In questa mappa i principali paesi investitori (cerchi azzurri) e i paesi in cui sono acquistati i terreni agricoli
In questa mappa i principali paesi investitori (cerchi azzurri) e i paesi in cui sono acquistati i terreni agricoli
Sin dalla fine del colonialismo i paesi in via di sviluppo sono stati spinti dalle istituzioni internazionali e dall’ONG (come la mia) a riconoscere le strutture di potere tradizionali. In comunità senza titoli di proprietà ufficiali o confini ben distinti, ha un senso affidare a una persona il potere di parlare a nome delle persone che vivono lì.
Riguardo a questo aspetto, lo sforzo ha avuto successo. Decine di paesi adesso riconoscono proprietà consuetudinarie o collettive e condividono il ruolo dei leader tradizionali come amministratori di esse. Nel mondo in via di sviluppo, le leggi sulla proprietà fondiaria impongono agli acquirenti di accordarsi con i leader tradizionali prima dell’acquisto.
Il problema è che queste strutture non furono mai pensate per confrontarsi con aziende multinazionali. Dare ai capi distretto un potere inappellabile sulle loro comunità funziona per il ruolo di giudice in una disputa sui confini o per ordinare agli abitanti più giovani di pagare una pensione ai più anziani.
Nelle aree rurali, dove l’alfabetizzazione è limitata e il potere centrale debole o del tutto assente, è, di fatto, essenziale. Ma quando i leader tradizionali iniziano a negoziare le compravendite di terreno per decine di milioni di dollari oppure a vendere appezzamenti di terreno grandi quanto un piccolo stato europeo, senza alcune trasparenza o rendicontazione, è la ricetta giusta per un disastro.
Nel Sud Sudan le autorità tradizionali hanno accordato a un’azienda del legno l’affitto per 49 anni di un appezzamento di terra grande come il Delaware per soli 25 mila dollari. In Indonesia alcuni capi tradizionali hanno venduto la terra dei loro paesani senza dichiarare che erano stipendiati dalla compagnia alla quale la stavano vendendo.
Nella maggior parte dei paesi che riconoscono forme di proprietà tradizionali, le comunità perdono tutti i diritti legali sulle loro terre non appena vengono acquistate. Questo fa sì che le compagnie promettano lavoro e sviluppo ai capi tradizionali – o li corrompono semplicemente – e poi tagliano ogni comunicazione non appena viene rilasciato il titolo di proprietà. Nel 2012 la National Land Agency dell’Indonesia ha contato 8 mila conflitti attivi per il possesso di terra, molti riguardanti piantagioni di palma da olio e foreste ad uso commerciale.
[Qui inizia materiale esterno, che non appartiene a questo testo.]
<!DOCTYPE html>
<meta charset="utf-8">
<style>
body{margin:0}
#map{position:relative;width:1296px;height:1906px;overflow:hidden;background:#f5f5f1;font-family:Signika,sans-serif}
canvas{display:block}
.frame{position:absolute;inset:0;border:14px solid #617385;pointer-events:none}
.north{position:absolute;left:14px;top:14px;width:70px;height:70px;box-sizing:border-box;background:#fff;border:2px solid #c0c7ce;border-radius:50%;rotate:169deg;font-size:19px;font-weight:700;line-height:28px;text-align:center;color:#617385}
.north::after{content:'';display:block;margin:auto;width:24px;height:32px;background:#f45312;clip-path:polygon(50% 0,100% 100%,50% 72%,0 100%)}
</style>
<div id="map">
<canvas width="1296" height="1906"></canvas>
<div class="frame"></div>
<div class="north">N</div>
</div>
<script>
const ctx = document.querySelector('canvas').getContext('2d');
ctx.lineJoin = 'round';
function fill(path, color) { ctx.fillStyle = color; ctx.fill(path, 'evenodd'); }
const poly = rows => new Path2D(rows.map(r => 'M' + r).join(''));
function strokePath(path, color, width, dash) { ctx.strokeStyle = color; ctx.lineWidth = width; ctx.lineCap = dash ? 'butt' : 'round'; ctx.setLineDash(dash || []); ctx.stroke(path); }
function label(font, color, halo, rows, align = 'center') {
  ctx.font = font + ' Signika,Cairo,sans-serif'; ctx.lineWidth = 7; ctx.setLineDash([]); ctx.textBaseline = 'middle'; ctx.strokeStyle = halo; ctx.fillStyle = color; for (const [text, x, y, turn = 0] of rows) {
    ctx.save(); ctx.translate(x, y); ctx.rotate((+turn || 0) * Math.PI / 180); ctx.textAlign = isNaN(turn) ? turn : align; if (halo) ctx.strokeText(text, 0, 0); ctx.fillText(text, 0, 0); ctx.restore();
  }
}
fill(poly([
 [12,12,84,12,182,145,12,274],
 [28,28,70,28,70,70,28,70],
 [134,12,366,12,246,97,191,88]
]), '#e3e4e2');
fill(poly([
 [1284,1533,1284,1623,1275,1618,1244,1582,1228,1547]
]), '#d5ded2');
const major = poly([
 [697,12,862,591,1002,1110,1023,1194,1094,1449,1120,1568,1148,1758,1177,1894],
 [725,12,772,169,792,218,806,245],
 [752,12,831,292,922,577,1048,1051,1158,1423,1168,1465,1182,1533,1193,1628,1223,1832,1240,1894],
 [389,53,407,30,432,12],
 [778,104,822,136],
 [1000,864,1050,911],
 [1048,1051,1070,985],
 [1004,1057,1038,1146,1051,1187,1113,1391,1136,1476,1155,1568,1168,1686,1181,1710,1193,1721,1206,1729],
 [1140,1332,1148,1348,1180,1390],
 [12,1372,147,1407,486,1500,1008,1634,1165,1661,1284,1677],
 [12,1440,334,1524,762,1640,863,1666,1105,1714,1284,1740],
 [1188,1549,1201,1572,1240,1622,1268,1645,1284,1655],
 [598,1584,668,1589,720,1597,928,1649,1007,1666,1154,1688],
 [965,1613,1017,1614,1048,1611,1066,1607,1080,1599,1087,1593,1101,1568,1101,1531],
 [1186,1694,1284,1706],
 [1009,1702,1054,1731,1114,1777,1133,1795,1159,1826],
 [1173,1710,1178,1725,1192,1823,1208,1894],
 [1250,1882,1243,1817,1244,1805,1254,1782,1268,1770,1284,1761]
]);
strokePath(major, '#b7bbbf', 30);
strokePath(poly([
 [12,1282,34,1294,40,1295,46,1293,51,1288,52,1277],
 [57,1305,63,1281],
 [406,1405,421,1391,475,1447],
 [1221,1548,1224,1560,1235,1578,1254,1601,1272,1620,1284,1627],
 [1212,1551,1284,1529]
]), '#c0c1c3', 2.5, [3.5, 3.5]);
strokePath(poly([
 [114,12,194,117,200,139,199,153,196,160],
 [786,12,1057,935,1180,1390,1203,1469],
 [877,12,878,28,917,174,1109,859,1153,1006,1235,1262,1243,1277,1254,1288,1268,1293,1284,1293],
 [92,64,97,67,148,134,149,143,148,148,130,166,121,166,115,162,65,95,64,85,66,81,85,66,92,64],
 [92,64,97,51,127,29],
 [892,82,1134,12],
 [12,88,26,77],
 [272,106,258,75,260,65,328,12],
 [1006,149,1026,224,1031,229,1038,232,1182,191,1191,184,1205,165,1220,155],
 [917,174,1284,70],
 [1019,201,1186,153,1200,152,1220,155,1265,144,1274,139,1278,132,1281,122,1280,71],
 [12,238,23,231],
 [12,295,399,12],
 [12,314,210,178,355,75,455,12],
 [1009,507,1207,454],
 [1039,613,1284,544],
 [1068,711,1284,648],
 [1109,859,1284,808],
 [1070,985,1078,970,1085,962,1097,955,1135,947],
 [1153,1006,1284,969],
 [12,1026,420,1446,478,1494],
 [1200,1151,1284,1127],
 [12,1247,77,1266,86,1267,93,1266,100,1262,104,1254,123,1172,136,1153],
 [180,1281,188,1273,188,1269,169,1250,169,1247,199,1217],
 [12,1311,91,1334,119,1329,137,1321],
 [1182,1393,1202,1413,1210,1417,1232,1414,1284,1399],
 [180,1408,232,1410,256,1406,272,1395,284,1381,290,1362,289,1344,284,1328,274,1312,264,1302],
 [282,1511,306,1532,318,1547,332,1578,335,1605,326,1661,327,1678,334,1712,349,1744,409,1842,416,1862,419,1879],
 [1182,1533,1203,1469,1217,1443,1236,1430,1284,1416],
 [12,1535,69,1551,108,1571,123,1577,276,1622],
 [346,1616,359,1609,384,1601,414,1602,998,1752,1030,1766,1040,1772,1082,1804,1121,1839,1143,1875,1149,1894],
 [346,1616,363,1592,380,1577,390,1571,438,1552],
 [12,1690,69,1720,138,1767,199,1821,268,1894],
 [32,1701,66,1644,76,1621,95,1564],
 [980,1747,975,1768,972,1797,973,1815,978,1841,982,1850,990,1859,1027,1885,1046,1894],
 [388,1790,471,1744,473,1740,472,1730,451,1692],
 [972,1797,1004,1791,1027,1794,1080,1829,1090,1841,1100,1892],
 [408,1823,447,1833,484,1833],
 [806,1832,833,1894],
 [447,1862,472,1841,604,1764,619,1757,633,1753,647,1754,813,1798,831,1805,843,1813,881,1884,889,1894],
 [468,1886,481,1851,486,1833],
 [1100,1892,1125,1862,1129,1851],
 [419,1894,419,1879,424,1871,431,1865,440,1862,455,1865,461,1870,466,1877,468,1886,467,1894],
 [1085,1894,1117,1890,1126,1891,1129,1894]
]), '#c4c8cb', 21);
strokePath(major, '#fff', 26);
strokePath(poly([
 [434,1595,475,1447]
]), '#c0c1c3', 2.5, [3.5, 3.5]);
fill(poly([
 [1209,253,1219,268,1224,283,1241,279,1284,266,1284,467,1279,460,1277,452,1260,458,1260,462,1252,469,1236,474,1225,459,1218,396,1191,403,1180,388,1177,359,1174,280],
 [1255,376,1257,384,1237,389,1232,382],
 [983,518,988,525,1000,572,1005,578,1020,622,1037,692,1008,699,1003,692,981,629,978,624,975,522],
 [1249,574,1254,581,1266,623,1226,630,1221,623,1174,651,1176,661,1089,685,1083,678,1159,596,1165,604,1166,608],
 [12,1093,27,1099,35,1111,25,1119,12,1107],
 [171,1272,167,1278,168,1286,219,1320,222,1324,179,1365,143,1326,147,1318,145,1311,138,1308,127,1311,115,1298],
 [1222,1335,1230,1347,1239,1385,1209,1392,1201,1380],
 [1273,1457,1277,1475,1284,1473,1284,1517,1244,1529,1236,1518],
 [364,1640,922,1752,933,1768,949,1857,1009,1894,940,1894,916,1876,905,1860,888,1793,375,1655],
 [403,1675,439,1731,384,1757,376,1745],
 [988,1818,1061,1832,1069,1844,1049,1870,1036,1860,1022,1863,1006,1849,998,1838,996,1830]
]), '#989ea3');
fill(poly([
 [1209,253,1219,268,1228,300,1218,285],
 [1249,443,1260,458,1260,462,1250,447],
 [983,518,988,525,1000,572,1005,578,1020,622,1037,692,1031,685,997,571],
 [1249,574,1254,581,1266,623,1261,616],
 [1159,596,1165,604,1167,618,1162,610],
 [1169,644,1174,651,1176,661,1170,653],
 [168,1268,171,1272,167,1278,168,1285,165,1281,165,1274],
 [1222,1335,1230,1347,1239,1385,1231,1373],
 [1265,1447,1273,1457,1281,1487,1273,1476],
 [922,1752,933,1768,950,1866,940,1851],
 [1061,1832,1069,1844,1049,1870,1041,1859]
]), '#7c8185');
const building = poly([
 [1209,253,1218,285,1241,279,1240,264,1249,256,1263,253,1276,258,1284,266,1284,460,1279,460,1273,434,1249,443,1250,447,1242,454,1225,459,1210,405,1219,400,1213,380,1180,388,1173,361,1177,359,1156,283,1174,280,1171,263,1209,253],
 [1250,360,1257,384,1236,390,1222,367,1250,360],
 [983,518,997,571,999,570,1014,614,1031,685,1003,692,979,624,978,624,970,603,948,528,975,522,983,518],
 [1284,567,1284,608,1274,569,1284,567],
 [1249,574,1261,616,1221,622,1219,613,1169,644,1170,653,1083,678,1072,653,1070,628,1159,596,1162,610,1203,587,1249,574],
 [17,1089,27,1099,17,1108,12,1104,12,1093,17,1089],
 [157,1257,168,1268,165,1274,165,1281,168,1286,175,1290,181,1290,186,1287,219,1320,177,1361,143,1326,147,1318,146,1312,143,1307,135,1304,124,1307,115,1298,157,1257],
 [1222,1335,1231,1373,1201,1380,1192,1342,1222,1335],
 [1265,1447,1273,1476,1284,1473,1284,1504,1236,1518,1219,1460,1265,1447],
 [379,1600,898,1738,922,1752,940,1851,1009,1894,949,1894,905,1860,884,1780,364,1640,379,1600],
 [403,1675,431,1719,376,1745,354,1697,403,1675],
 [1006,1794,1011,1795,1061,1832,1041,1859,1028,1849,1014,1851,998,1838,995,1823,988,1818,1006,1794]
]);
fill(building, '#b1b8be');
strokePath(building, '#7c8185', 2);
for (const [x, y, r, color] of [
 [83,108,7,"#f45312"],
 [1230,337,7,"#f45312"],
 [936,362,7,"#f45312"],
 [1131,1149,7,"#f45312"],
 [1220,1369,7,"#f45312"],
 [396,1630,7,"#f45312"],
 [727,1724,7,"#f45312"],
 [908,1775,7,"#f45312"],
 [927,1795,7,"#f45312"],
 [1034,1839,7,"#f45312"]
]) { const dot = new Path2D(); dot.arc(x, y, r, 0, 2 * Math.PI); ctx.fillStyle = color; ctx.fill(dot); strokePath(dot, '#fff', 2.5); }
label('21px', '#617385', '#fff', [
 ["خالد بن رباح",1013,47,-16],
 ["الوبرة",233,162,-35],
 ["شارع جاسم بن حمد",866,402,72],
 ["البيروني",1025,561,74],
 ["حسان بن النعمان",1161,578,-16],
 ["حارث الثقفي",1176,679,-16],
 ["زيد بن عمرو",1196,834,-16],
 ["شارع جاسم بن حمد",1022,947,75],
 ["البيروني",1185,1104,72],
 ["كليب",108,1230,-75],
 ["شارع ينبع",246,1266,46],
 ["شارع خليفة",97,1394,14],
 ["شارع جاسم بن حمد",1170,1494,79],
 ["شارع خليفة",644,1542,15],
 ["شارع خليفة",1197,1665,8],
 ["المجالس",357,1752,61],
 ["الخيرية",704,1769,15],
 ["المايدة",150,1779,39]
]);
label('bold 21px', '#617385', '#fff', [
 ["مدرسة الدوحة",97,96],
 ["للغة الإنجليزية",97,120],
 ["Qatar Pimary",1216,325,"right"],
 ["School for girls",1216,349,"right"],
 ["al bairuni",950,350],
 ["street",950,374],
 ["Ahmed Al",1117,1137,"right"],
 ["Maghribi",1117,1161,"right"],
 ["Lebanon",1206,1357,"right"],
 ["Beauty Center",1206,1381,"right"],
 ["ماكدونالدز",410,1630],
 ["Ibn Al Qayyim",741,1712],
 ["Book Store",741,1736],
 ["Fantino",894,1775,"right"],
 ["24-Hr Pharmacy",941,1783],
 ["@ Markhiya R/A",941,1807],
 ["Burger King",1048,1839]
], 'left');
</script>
Questi sono i tipi di storia che mi rendono pessimista sulla capacità delle ONG nel campo dei diritti umani di prevenire in futuro altre Chisumbanje. La domanda globale di terreni agricoli è cresciuta di 14 volte dal picco dei prezzi del cibo a livello globale nel 2008. La maggior parte di quella terra è rurale, incolta e amministrata in via informale: sono queste le condizioni che la rendono vulnerabile alle Green Fuel di tutto il mondo.